◆ **WHAT IS REQUIRED**
Exclude images; transcribe the rest of the data exactly.

◆ **Dataset entries**
=== Begin Enclosure ===

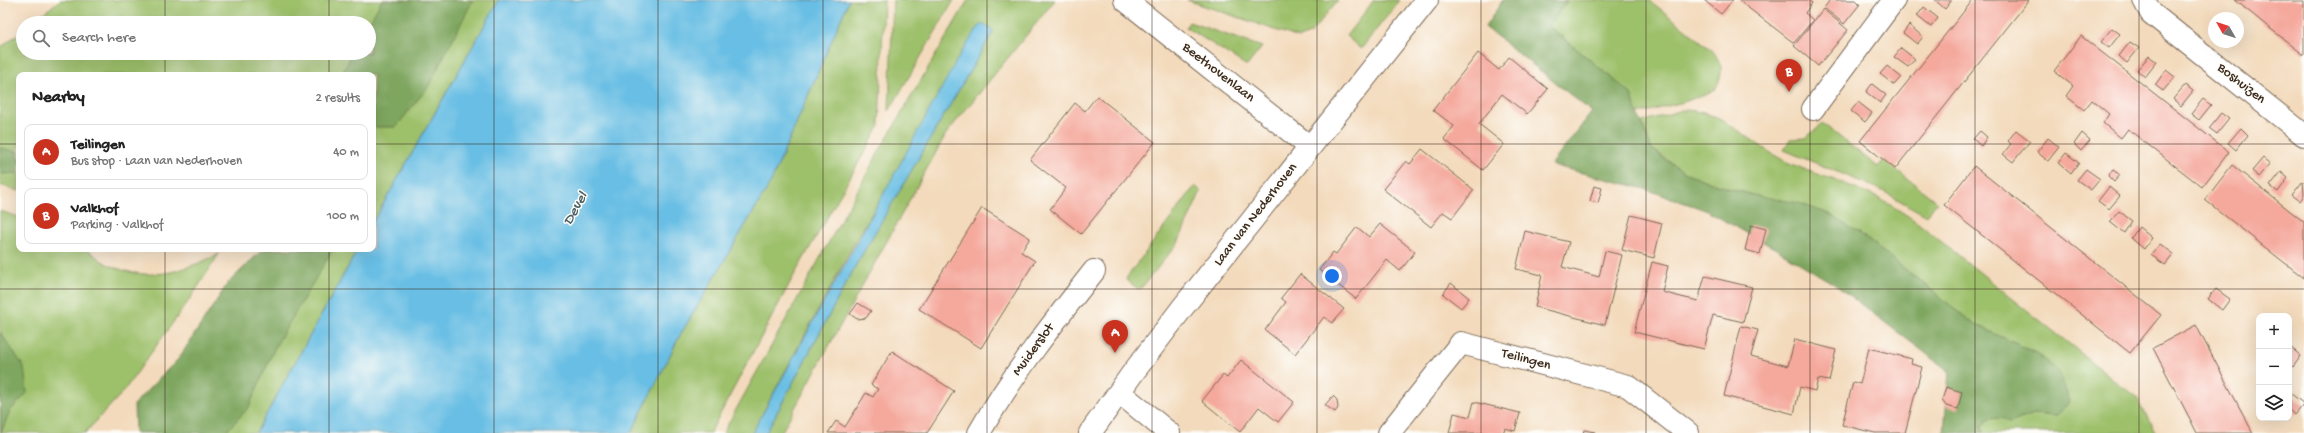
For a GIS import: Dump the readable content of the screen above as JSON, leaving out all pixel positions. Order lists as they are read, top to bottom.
{
  "streets": {
    "street": [
      "Beethovenlaan",
      "Boshuizen",
      "Laan van Nederhoven",
      "Muiderslot",
      "Teilingen"
    ]
  },
  "crossings": [
    ["Beethovenlaan", "Laan van Nederhoven"]
  ],
  "water": ["Devel"],
  "north": "top left",
  "page": {
    "search": "Search here",
    "pins": ["B", "A"],
    "heading": ["Nearby", "2 results"],
    "list": [
      {
        "mark": "A",
        "name": "Teilingen",
        "note": "Bus stop · Laan van Nederhoven",
        "value": "40 m"
      },
      {
        "mark": "B",
        "name": "Valkhof",
        "note": "Parking · Valkhof",
        "value": "100 m"
      }
    ],
    "map_buttons": ["+", "−"]
  }
}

=== End Enclosure ===

◆ **EXERCISE ANSWER**
For a GIS import: Dump the readable content of the screen above as JSON, leaving out all pixel positions. Order lists as they are read, top to bottom.
{
  "streets": {
    "street": [
      "Beethovenlaan",
      "Boshuizen",
      "Laan van Nederhoven",
      "Muiderslot",
      "Teilingen"
    ]
  },
  "crossings": [
    ["Beethovenlaan", "Laan van Nederhoven"]
  ],
  "water": ["Devel"],
  "north": "top left",
  "page": {
    "search": "Search here",
    "pins": ["B", "A"],
    "heading": ["Nearby", "2 results"],
    "list": [
      {
        "mark": "A",
        "name": "Teilingen",
        "note": "Bus stop · Laan van Nederhoven",
        "value": "40 m"
      },
      {
        "mark": "B",
        "name": "Valkhof",
        "note": "Parking · Valkhof",
        "value": "100 m"
      }
    ],
    "map_buttons": ["+", "−"]
  }
}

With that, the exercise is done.